3/7(土)「たねダンゴで花壇づくり名人になろう!」開催。たねダンゴとは??考案者・小杉波留夫さんにお話を聞きました
3月7日(土)に青葉区役所にて、グリーンアドバイザーの新井裕之さんを講師にお招きして、小学生の親子向けに「たねダンゴで花壇づくり名人になろう」というイベントを開催します。たねダンゴとは一体?? 新井さんの勤務する会社の先輩であり、たねダンゴ考案者でもある小杉波留夫さんを訪ね、たねダンゴ誕生にまつわるお話を伺ってきました!

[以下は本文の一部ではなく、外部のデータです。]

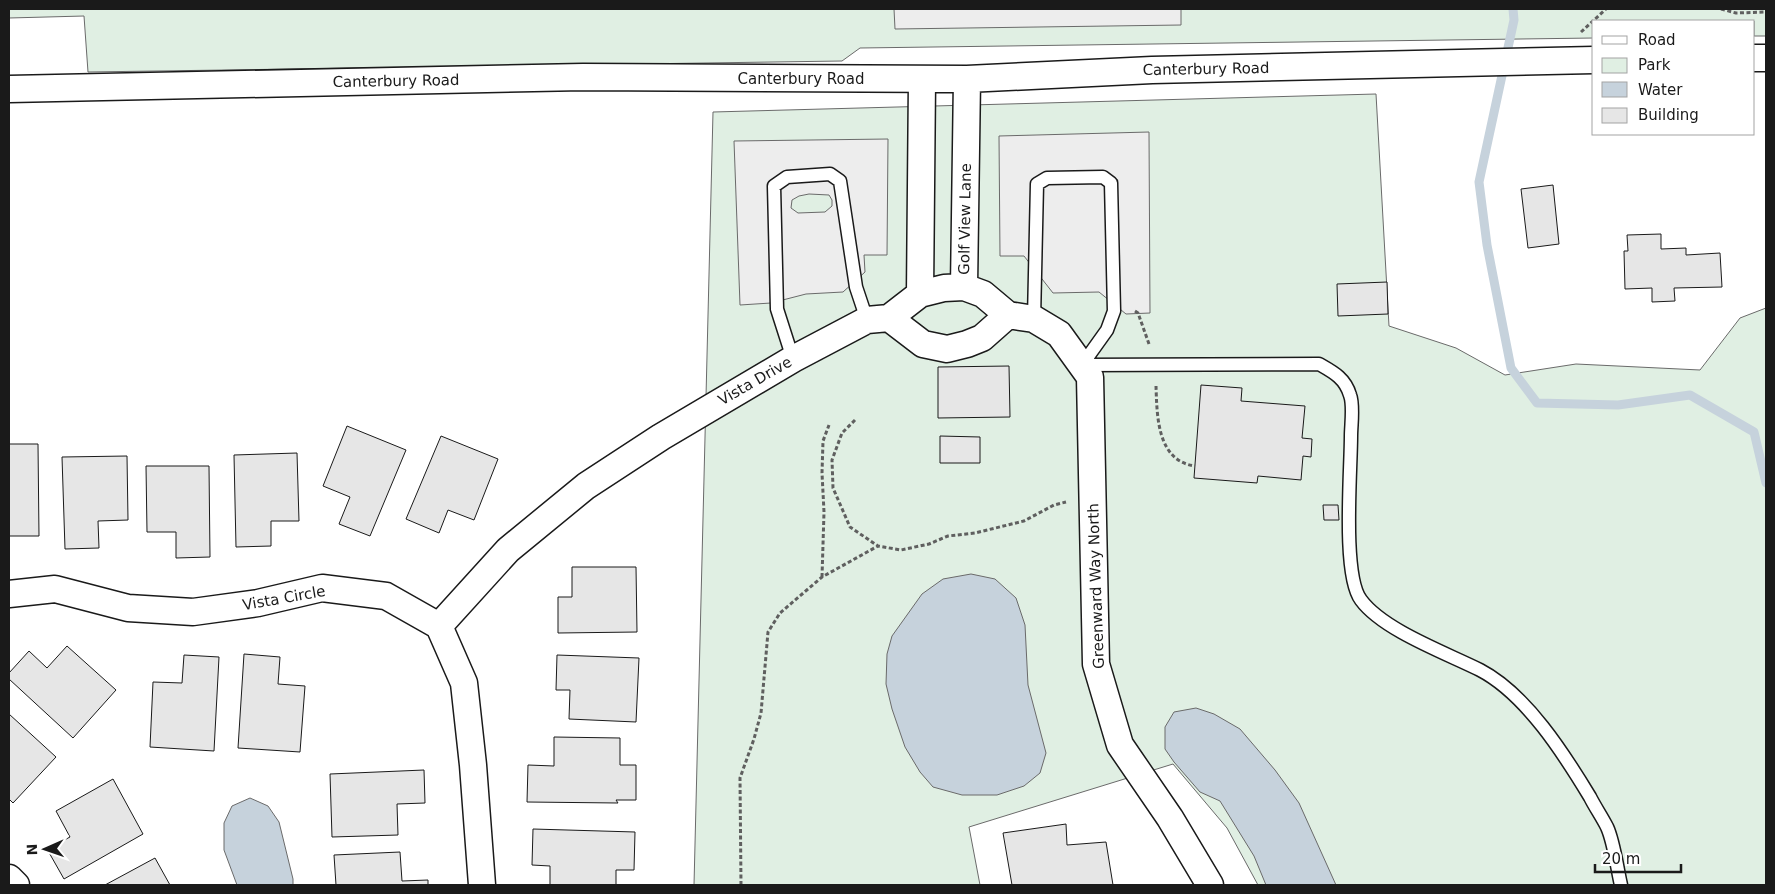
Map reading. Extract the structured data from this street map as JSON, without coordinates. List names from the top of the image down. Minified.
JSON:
{"streets":{"street":["Canterbury Road","Golf View Lane","Vista Drive","Greenward Way North","Vista Circle"]},"crossings":[["Canterbury Road","Golf View Lane"],["Vista Drive","Vista Circle"]],"legend":["Road","Park","Water","Building"],"scale_bar":"20 m","north":"left"}
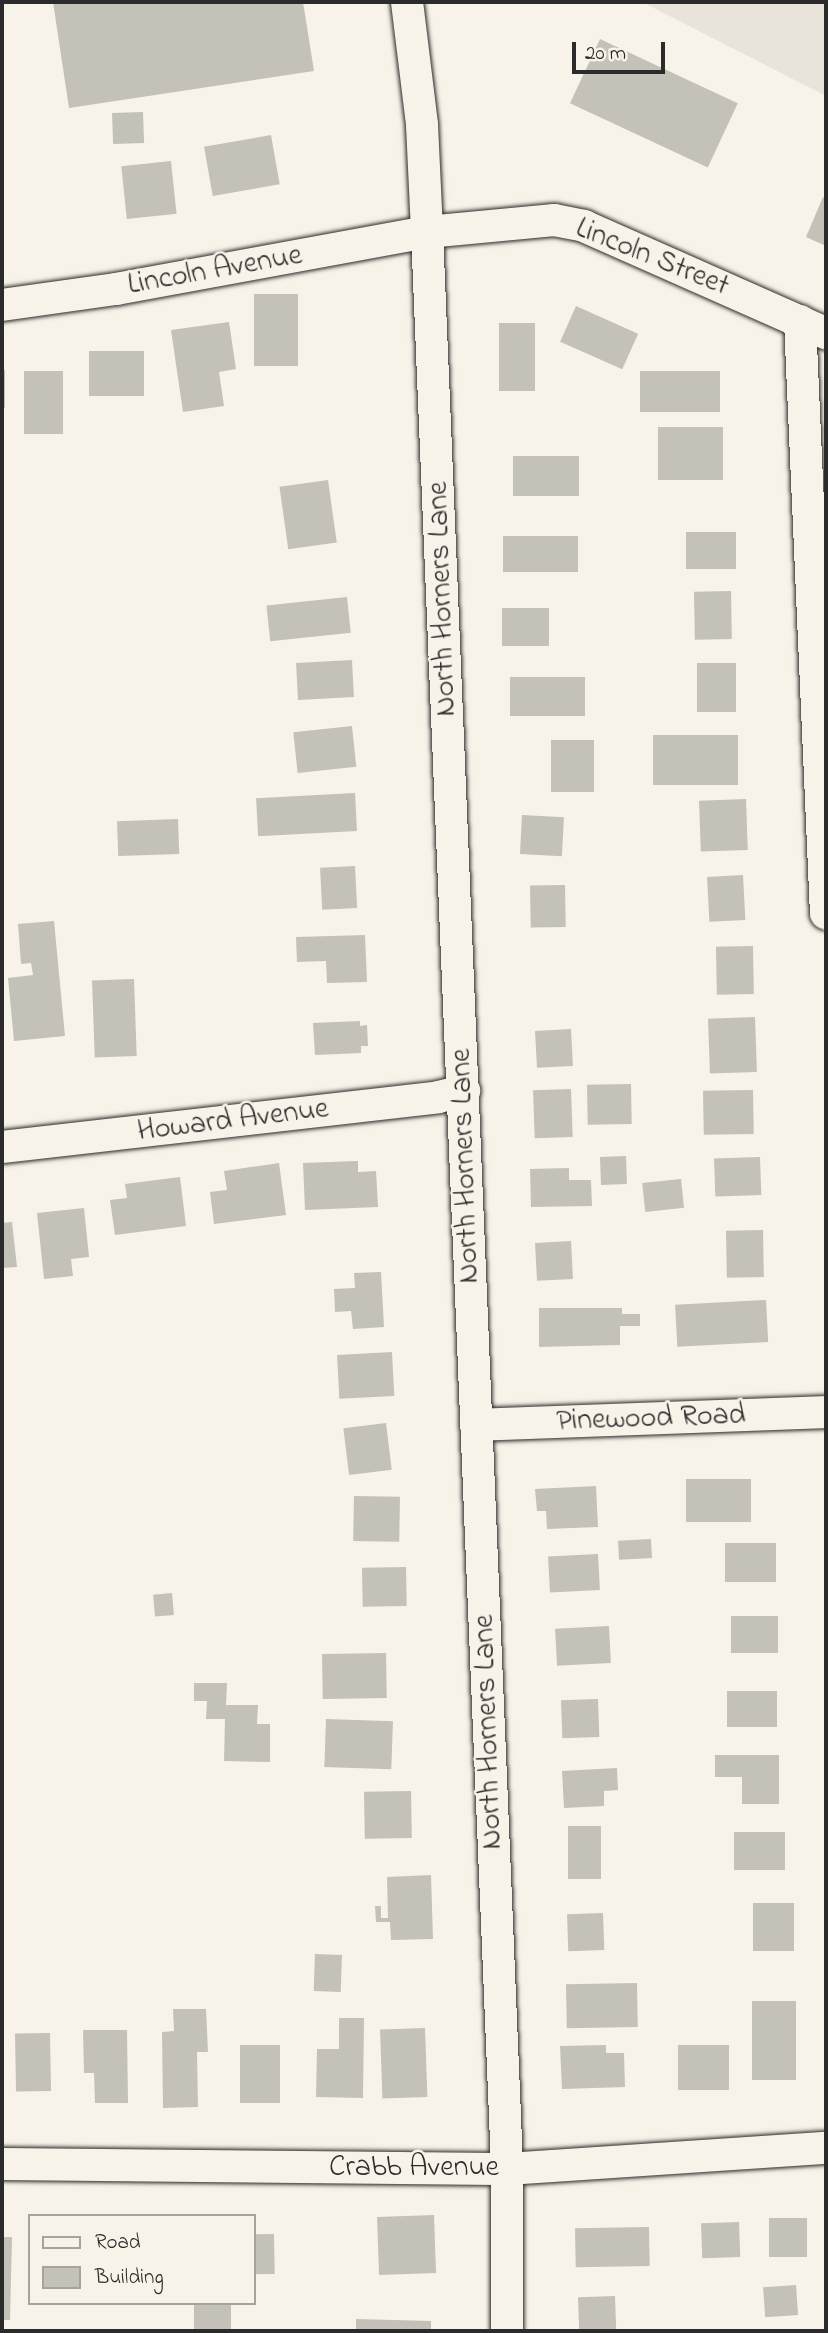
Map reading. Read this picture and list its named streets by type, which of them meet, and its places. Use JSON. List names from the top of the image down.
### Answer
{
  "streets": {
    "street": [
      "Lincoln Street",
      "Lincoln Avenue",
      "North Horners Lane",
      "Howard Avenue",
      "Pinewood Road",
      "Crabb Avenue"
    ]
  },
  "crossings": [
    ["Lincoln Street", "Lincoln Avenue"],
    ["Lincoln Street", "North Horners Lane"],
    ["Lincoln Avenue", "North Horners Lane"],
    ["North Horners Lane", "Howard Avenue"],
    ["North Horners Lane", "Pinewood Road"],
    ["North Horners Lane", "Crabb Avenue"]
  ],
  "legend": ["Road", "Building"],
  "scale_bar": "20 m"
}
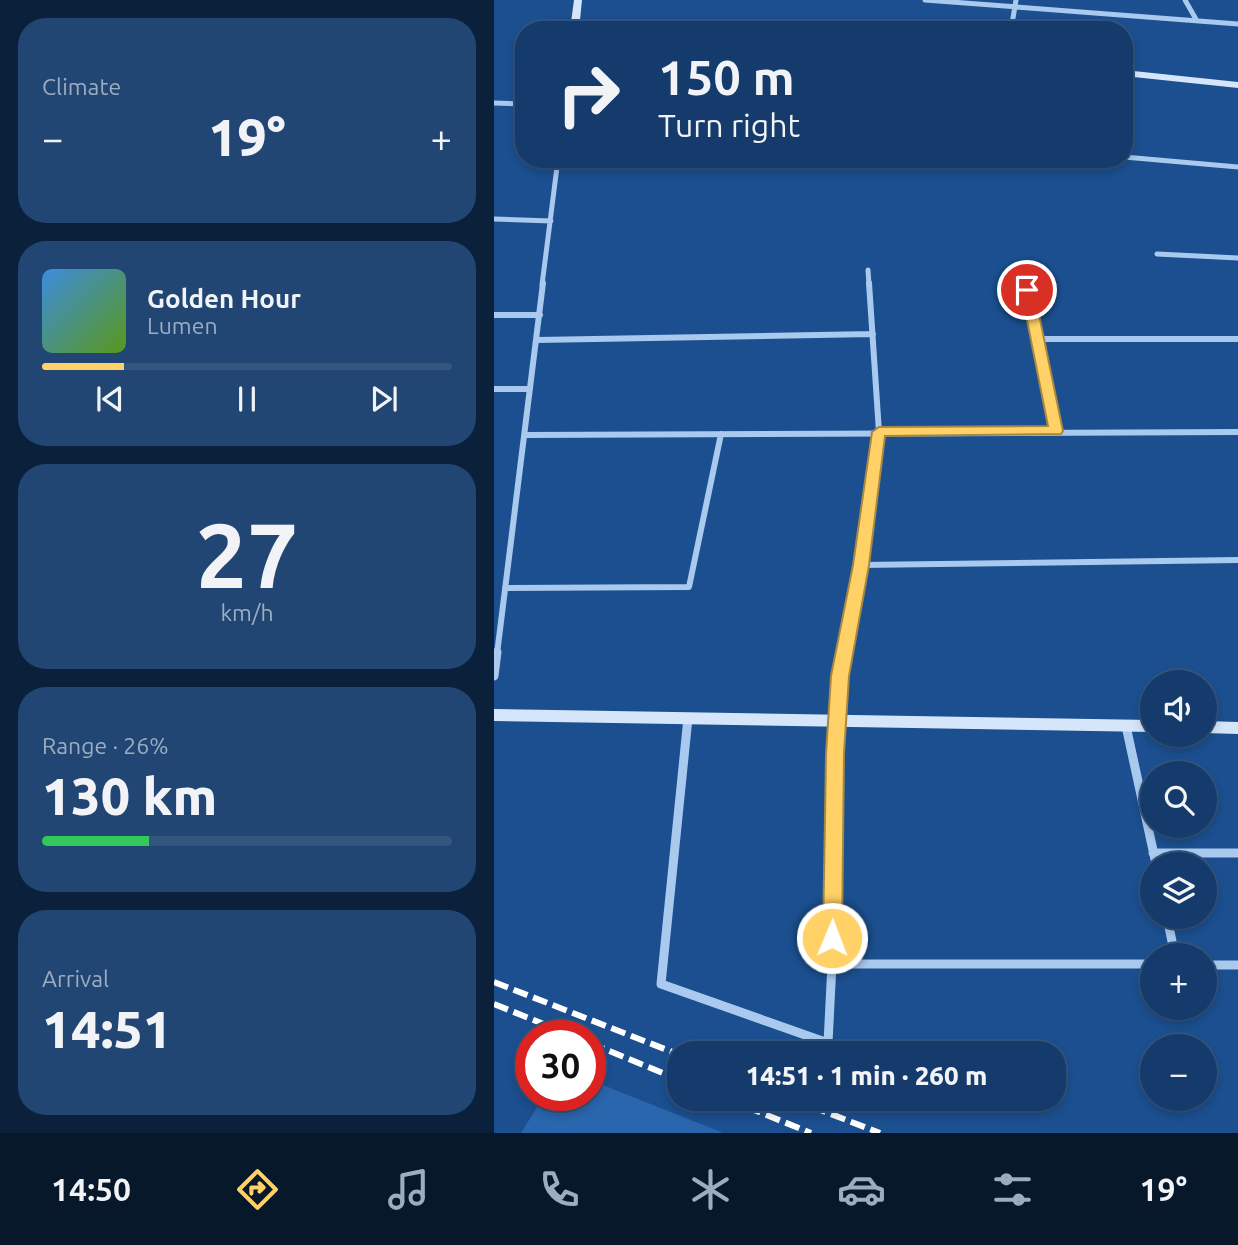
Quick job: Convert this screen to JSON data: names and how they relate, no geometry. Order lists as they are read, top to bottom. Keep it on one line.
{"page":{"tile":["Climate",["27","km/h"],["Range · 26%","130 km"],["Arrival","14:51"]],"turn":["150 m","Turn right"],"heat":["−","19°","+"],"song":["Golden Hour","Lumen"],"map_buttons":["+","−"],"limit":"30","trip":"14:51 · 1 min · 260 m","tabs":["14:50","19°"]}}
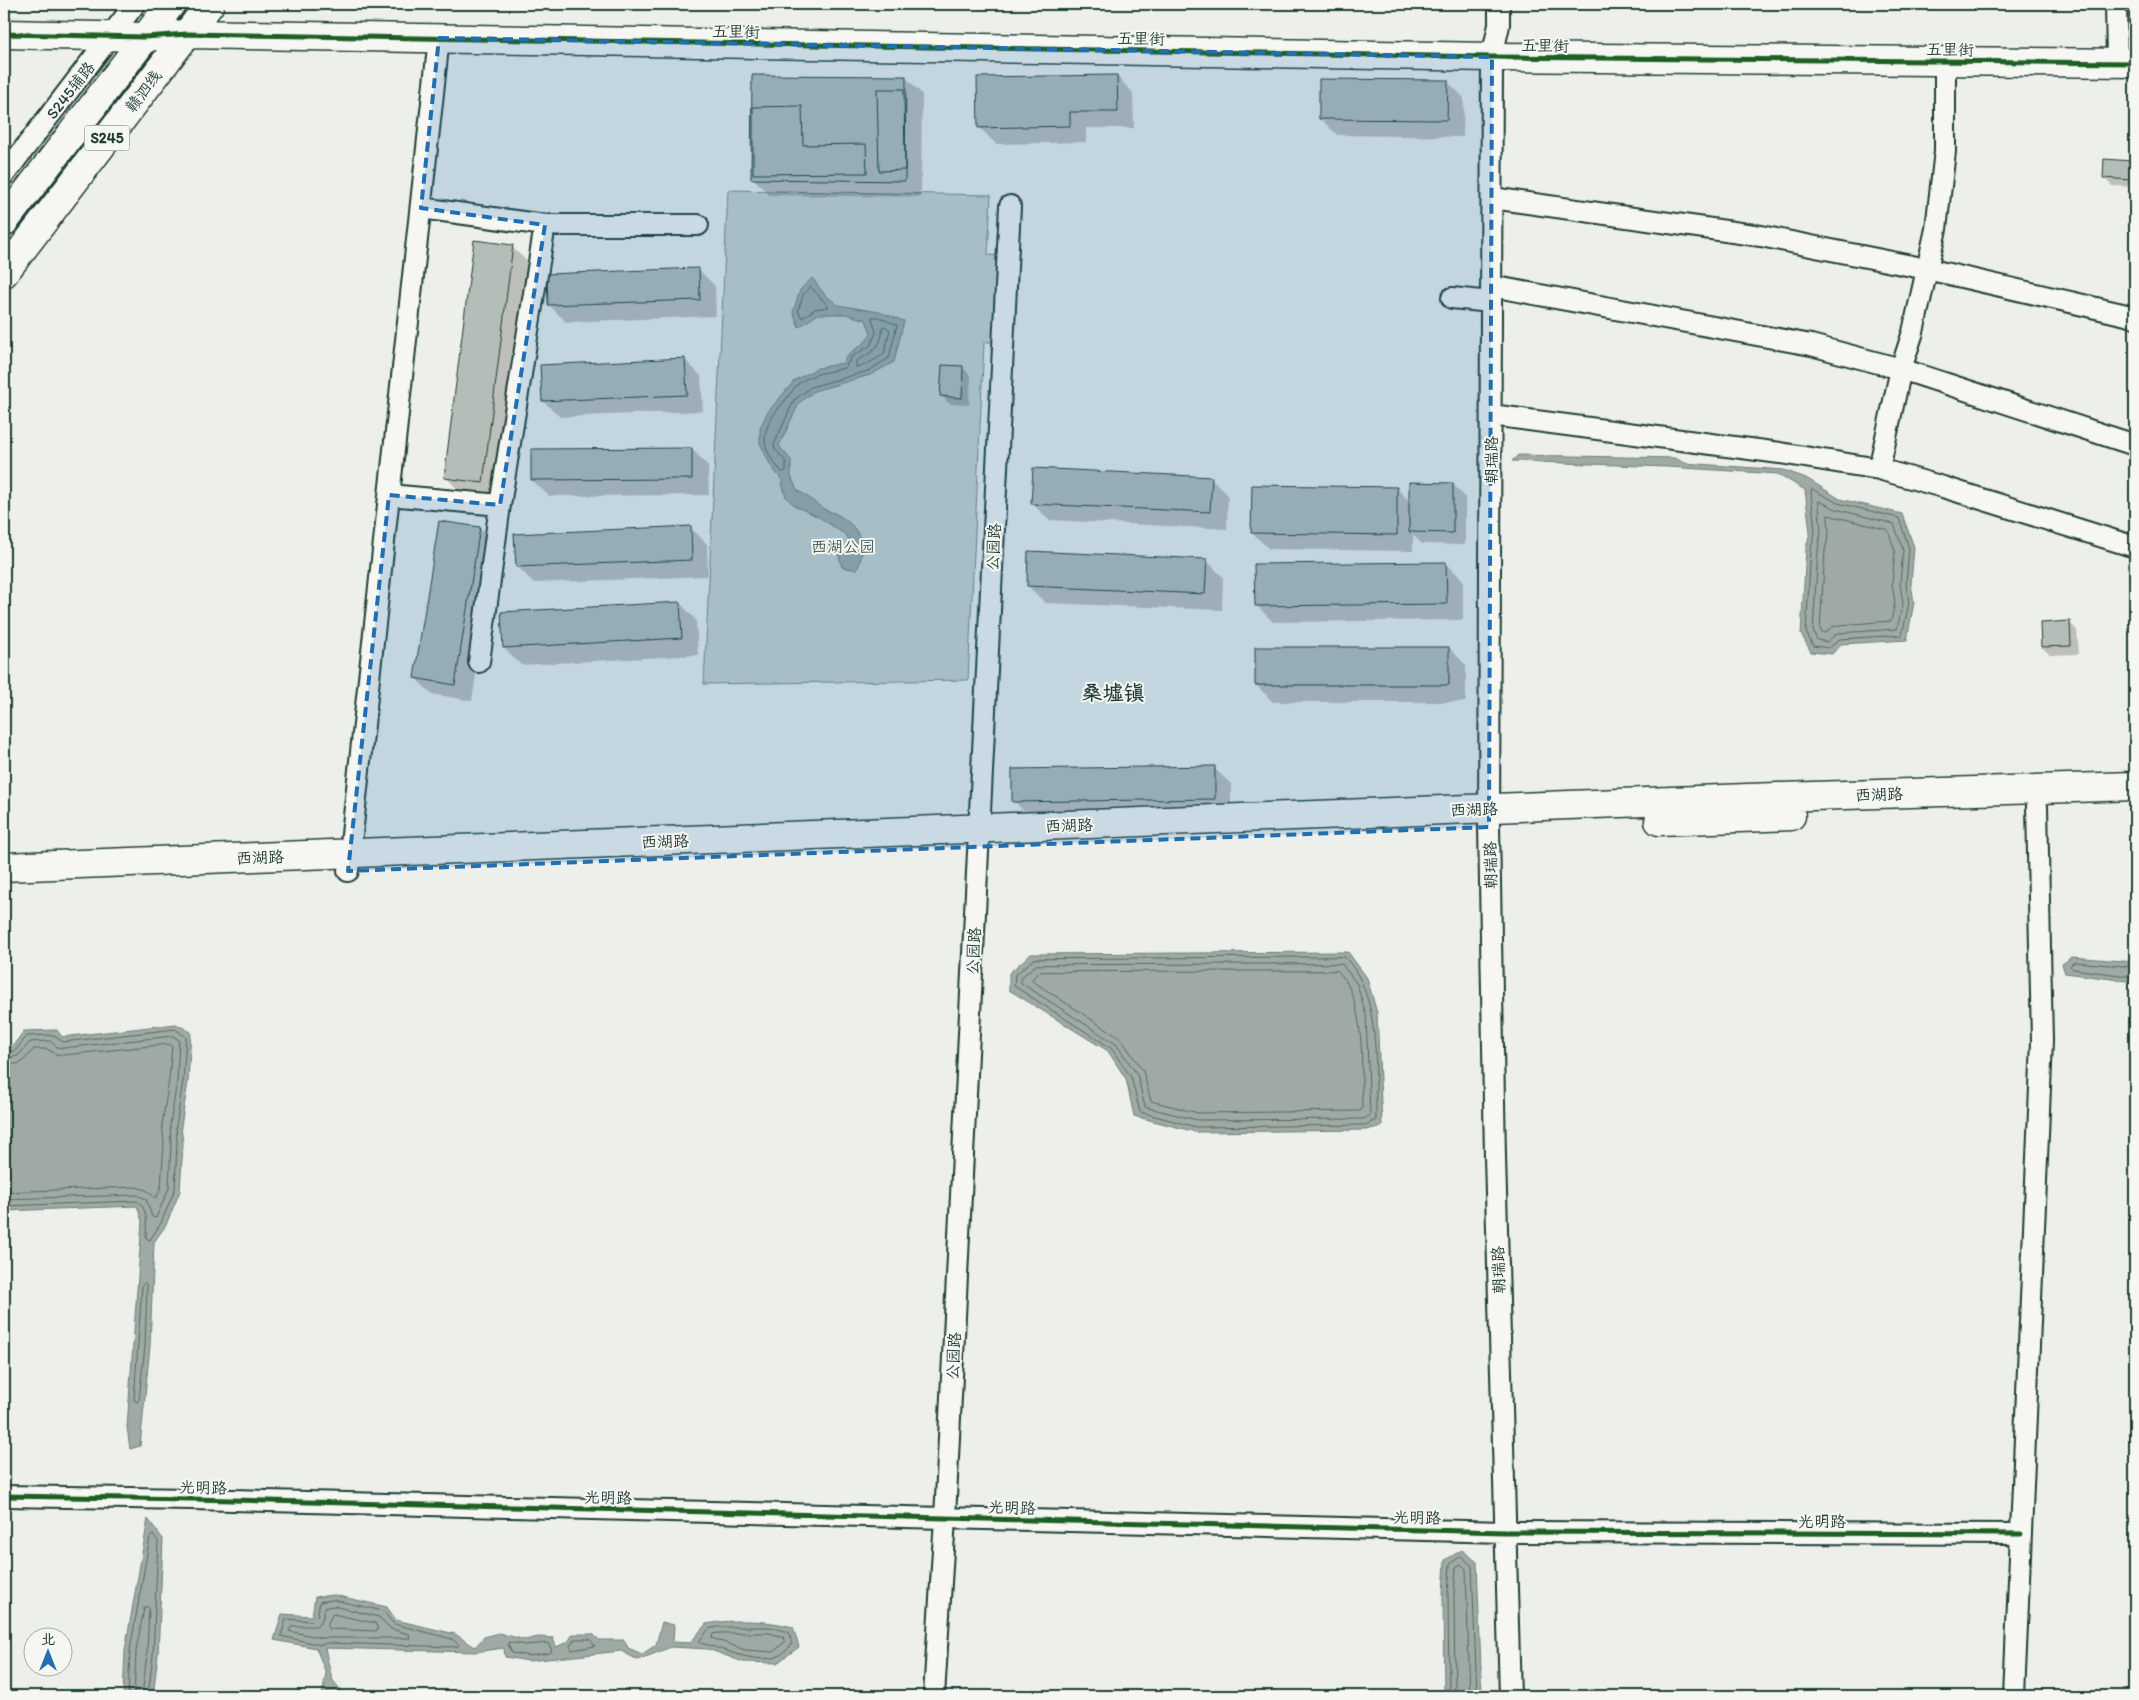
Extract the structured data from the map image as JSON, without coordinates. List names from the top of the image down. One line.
{"streets":{"main road":["五里街","赣泗线","S245","西湖路"],"street":["S245辅路","朝瑞路","公园路","光明路"]},"crossings":[["五里街","S245辅路"],["五里街","赣泗线"],["五里街","朝瑞路"],["朝瑞路","西湖路"],["朝瑞路","光明路"],["公园路","西湖路"],["公园路","光明路"]],"districts":["桑墟镇"],"parks":["西湖公园"],"north":"top"}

小杉波留夫さんは、小学生の頃から園芸が好きで、横浜市都筑区に本社を構える種苗会社「サカタのタネ」に18歳で入社しました。42年間勤め上げたのち60歳で定年退職。その後も嘱託スタッフとして5年間サカタのタネが運営するガーデンセンター横浜にて、毎週土日に園芸ミニ講座などを開催するなど、花や野菜の植え方や育て方、楽しみ方を教える園芸相談員として活躍しました。

 

また、定年を機に自宅の半地下室を改装して「横浜園芸研究所」を設立。小杉さんは現在もなお、園芸や植物に関する研究を続けており、グリーンアドバイザー(植物の育て方についての正しい知識や、園芸・ガーデニングの魅力や楽しさを伝えることができる人)の資格認定を行う公益社団法人日本家庭園芸普及協会の情報誌で連載執筆も行っているそうです。

 

 

港北区にある小杉さんのご自宅兼「横浜園芸研究所」(写真:梅原昭子)

半地下の秘密基地のような研究所に足を一歩踏み入れると、窓辺にはたくさんの松ぼっくりや宙に浮いた植物が!

 

たねダンゴが生まれたのは、2011年に起こった東日本大震災がきっかけでした。小杉さんは当時、公益社団法人日本家庭園芸普及協会のグリーンアドバイザー委員会副委員長をしており、協会の復興支援委員会の委員長をすることになりました。当初は花苗や土、プランターやスコップなどの物品を被災地に寄付し、被災地にいるグリーンアドバイザーと共に仮設住宅の住人の方々と一緒に花を植える活動をしていました。しかし、震災から1年、2年と経つうちに段々と寄付を集めるのが難しくなってきました。そこで、花苗を贈り続ける「モノの支援」ではなく、花づくりのノウハウを提供していく「コトの支援」であれば、ずっと支援を続けていけるのではないかということで、花苗ではなく種を贈ることになります。

 

ところが、被災地で種播きをしても、風で飛んでしまったり、大雨で流れてしまったりと、うまく花を咲かすことができない事例が続きました。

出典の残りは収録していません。